Theorem12.3.1The Square Root of Fermat's Little Theorem

\begin{equation*}a^{(p-1)/2}\equiv \pm 1\text{ (mod }p)\text{ for any odd prime modulus }p\nmid a\end{equation*}

Algorithm12.3.2Miller's test for base \(a\)

We will proceed by dividing and then checking a congruence.

• Begin with taking \(n-1\); divide it by two, and then check the power \begin{equation*}a^{(n-1)/2}\text{ (mod }n)\end{equation*} If the result is \(-1\) we say \(n\) passes Miller's test.

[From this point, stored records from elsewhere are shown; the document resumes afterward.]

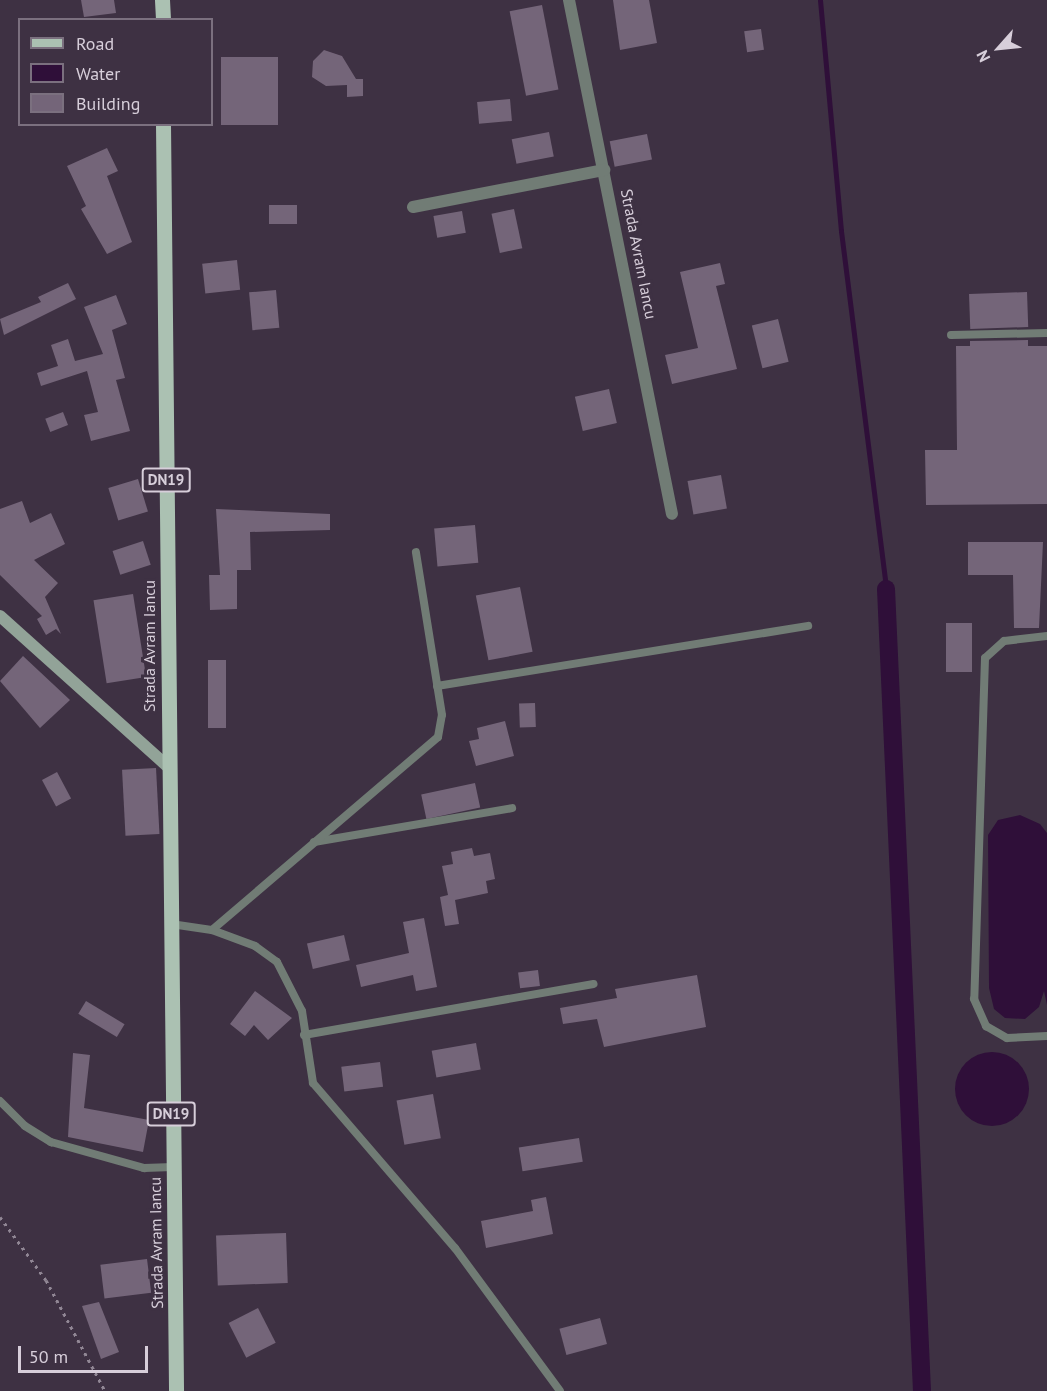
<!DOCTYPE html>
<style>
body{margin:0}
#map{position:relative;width:1047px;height:1391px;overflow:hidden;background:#3e3143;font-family:"PT Sans",sans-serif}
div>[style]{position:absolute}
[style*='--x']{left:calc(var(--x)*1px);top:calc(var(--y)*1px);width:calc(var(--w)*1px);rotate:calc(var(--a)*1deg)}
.water>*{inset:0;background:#2f0f39}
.round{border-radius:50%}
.stream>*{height:5px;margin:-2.5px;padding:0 2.5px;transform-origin:2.5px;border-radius:2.5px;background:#2f0f39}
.canal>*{height:18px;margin:-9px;padding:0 9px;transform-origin:9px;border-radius:9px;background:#2f0f39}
.building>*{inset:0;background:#746579;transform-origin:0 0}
.path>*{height:3px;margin-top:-1.5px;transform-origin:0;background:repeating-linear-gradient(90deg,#918795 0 3px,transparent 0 7.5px)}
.lane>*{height:8px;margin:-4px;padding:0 4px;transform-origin:4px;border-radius:4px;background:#717c75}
.street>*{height:12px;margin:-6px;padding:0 6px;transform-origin:6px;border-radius:6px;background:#717c75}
.secondary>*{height:12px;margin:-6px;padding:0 6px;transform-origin:6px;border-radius:6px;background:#92a398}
.primary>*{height:15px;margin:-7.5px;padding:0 7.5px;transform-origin:7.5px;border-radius:7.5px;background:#abc1b2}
span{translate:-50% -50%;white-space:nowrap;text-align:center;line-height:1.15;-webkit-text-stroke:6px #3e3143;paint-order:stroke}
.shield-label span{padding:2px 4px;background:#3e3143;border:2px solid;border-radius:4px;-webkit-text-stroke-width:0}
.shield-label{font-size:15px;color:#d7ceda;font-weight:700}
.street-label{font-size:16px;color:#d7ceda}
.legend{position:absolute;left:18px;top:18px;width:195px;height:108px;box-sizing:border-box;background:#3e3143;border:2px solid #7b707f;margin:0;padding:8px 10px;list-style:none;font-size:18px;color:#d7ceda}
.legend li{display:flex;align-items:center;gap:12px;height:30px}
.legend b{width:30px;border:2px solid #7b707f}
.north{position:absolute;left:969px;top:18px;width:60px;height:60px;-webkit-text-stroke:4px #3e3143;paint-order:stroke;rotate:243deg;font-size:16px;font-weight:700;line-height:24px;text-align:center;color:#d7ceda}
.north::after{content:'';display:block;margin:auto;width:21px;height:27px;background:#d7ceda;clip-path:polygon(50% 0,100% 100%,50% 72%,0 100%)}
.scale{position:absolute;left:18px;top:1346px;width:130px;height:27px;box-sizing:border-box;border:3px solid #d7ceda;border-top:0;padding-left:8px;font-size:18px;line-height:21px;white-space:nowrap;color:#d7ceda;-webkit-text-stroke:4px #3e3143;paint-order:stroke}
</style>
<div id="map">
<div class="water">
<i style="clip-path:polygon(1020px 815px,1040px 824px,1047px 833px,1047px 1005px,1044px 991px,1039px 1007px,1025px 1019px,1005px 1018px,994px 1009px,989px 988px,988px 835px,998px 820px)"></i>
<i class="round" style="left:955px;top:1052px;width:74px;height:74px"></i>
</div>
<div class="stream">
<i style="--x:820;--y:0;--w:232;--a:84.8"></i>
<i style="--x:841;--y:231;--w:361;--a:82.8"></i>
</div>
<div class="canal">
<i style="--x:886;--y:589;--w:803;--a:87.43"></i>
</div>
<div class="building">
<i style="clip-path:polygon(81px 0,114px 0,116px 13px,84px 17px)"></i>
<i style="clip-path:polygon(613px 0,649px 0,657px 43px,620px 50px)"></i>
<i style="left:542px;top:5px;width:86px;height:33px;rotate:79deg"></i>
<i style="left:761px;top:29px;width:21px;height:17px;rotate:82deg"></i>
<i style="clip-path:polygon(324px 50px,342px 56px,356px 79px,363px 79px,363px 96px,347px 97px,347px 85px,326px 86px,312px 77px,313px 61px)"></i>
<i style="left:221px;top:57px;width:57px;height:68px"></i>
<i style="left:510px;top:99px;width:22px;height:33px;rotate:85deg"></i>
<i style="left:549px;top:132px;width:25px;height:38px;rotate:79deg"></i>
<i style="left:647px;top:134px;width:26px;height:38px;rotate:79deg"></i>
<i style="clip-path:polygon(107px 148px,118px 171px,107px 176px,132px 242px,107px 254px,81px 209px,86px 206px,67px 166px)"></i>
<i style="left:297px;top:205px;width:19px;height:28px;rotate:90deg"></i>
<i style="left:514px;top:209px;width:40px;height:23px;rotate:78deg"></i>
<i style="left:462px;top:211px;width:22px;height:29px;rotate:80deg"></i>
<i style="left:237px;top:260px;width:30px;height:35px;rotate:84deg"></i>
<i style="clip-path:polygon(720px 263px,725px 284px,716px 286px,737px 369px,672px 384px,665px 355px,698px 348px,680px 272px)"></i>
<i style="clip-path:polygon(68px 283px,76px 299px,4px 335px,0 319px,41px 302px,38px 297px)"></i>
<i style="left:276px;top:290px;width:38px;height:27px;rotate:85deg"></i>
<i style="left:1027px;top:292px;width:35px;height:58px;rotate:88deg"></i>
<i style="clip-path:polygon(116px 295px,127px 324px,112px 330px,125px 378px,116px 380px,130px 431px,91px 441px,84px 415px,98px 412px,87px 371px,41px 386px,37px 373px,58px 366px,51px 345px,68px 339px,75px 361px,103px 354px,84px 307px)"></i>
<i style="left:778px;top:319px;width:44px;height:27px;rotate:76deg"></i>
<i style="clip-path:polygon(1028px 340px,1028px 346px,1047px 346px,1047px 504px,926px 505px,925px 450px,957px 450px,956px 346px,970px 346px,970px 341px)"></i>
<i style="left:609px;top:389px;width:35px;height:35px;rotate:77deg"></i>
<i style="left:63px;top:412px;width:14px;height:19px;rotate:69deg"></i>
<i style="left:721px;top:475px;width:34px;height:34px;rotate:80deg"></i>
<i style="left:138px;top:479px;width:34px;height:31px;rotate:73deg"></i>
<i style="clip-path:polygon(22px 501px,30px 523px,51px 513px,65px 544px,34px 560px,58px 583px,45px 597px,61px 634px,56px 629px,46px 635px,37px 619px,42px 616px,0 575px,0 509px)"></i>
<i style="clip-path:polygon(216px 509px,330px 514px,330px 530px,250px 532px,251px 570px,237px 570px,237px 609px,210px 610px,209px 575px,220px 575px)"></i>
<i style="left:475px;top:525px;width:38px;height:41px;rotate:85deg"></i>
<i style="left:143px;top:541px;width:25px;height:32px;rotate:72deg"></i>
<i style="clip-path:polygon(968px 542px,1043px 542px,1039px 628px,1014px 628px,1013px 575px,968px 575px)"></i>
<i style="left:520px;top:587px;width:66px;height:45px;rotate:79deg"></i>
<i style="left:133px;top:594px;width:84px;height:40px;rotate:81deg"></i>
<i style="left:946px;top:623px;width:26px;height:49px"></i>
<i style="clip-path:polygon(23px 656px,70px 700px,40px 728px,0 681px)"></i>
<i style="left:208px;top:660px;width:18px;height:68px"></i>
<i style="left:535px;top:703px;width:24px;height:16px;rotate:88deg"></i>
<i style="clip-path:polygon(505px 721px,514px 756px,476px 766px,469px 741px,479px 739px,477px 728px)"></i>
<i style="left:156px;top:768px;width:66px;height:34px;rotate:87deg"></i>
<i style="left:57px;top:772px;width:30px;height:17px;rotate:62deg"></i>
<i style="left:475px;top:783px;width:25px;height:55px;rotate:78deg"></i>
<i style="clip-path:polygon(472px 848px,474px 856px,490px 853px,495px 879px,486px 881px,488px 893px,455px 900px,459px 924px,445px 926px,440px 897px,448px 895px,442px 866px,453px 864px,451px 852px)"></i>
<i style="clip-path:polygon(424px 918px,437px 987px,416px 991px,413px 975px,361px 987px,356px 965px,409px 953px,403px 922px)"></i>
<i style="left:344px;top:935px;width:26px;height:38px;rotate:77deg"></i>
<i style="left:538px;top:970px;width:16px;height:20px;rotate:83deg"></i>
<i style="clip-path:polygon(697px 975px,706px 1027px,604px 1047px,597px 1019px,563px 1024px,560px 1008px,617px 998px,615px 989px)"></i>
<i style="clip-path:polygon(255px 991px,292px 1018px,268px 1040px,254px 1025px,245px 1036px,230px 1024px)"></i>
<i style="left:86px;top:1001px;width:45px;height:15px;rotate:31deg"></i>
<i style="left:476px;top:1043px;width:27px;height:45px;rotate:80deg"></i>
<i style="clip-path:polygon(73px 1053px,90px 1055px,84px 1108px,149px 1120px,143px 1152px,68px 1137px)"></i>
<i style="left:380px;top:1062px;width:25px;height:39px;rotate:83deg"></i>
<i style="left:433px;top:1094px;width:45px;height:37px;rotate:80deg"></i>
<i style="left:579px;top:1138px;width:24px;height:61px;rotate:81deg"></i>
<i style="clip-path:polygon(546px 1197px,553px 1234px,486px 1248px,481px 1221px,533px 1211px,531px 1200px)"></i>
<i style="left:286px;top:1233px;width:50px;height:70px;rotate:88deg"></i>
<i style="left:147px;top:1259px;width:34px;height:47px;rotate:83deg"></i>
<i style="clip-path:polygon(99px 1302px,119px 1352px,101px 1359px,82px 1306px)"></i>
<i style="left:258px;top:1308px;width:39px;height:33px;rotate:63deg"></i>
<i style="left:600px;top:1318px;width:27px;height:42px;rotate:75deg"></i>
</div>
<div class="path">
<i style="--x:0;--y:1217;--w:78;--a:53.9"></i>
<i style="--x:46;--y:1280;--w:126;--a:62"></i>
</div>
<div class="lane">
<i style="--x:951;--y:335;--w:96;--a:-1.2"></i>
<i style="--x:1047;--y:636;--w:43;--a:173.4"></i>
<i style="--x:1004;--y:641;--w:25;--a:138"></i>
<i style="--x:985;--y:658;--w:341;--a:91.8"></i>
<i style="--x:974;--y:999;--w:30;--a:66"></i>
<i style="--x:986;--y:1026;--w:24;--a:30"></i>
<i style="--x:1007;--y:1038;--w:40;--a:-2.9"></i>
<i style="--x:437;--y:686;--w:376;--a:-9.2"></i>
<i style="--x:314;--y:842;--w:201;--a:-9.7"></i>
<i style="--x:171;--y:924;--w:41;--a:8.3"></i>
<i style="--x:212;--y:930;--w:46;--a:20.4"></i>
<i style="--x:255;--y:946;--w:27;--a:36"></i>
<i style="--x:277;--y:962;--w:55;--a:63"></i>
<i style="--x:302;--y:1011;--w:73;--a:81.3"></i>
<i style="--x:313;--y:1083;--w:218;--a:49.3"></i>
<i style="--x:455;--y:1248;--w:177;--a:53.7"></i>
<i style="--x:212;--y:930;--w:297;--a:-40.5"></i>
<i style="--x:438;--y:737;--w:22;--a:-80"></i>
<i style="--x:442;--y:715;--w:165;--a:-99.1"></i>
<i style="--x:304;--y:1035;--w:294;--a:-10"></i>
<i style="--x:0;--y:1101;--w:35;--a:45"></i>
<i style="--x:25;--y:1126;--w:31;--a:32"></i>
<i style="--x:51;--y:1142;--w:97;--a:15.6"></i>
<i style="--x:144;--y:1168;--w:29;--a:-2"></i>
</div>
<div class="street">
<i style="--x:569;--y:0;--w:524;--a:78.67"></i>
<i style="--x:413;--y:207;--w:195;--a:-11"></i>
</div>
<div class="secondary">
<i style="--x:0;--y:616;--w:226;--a:41.9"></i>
</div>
<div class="primary">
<i style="--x:162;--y:0;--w:20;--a:87"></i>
<i style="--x:163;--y:124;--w:1267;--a:89.41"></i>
</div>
<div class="shield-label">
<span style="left:166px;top:480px">DN19</span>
<span style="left:171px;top:1114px">DN19</span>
</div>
<div class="street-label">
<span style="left:639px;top:254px;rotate:79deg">Strada Avram Iancu</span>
<span style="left:149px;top:646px;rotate:-90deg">Strada Avram Iancu</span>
<span style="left:156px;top:1243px;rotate:-91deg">Strada Avram Iancu</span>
</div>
<ul class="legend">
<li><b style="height:8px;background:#abc1b2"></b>Road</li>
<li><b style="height:16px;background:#2f0f39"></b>Water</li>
<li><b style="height:16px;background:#746579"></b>Building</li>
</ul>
<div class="north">N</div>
<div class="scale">50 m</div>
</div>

If the result is not \(\pm 1\), we say it fails Miller's test (since if \(n\) is prime, the result would certainly be \(\pm 1\)). If the result is \(+1\), we continue.

• Assuming \(a^{(n-1)/2}\equiv 1\), we continue by dividing the power itself by two and then taking \(a\) to that new power. Once again, if the result is \(-1\) we say \(n\) passes the test, and if it is not \(\pm 1\), we say it fails.

• If the result is \(+1\), continue dividing the power by two, check the result. If we arrive at the point where we have divided \(n-1\) by all possible powers of two and the result is still \(\pm 1\), then we say \(n\) passes the test.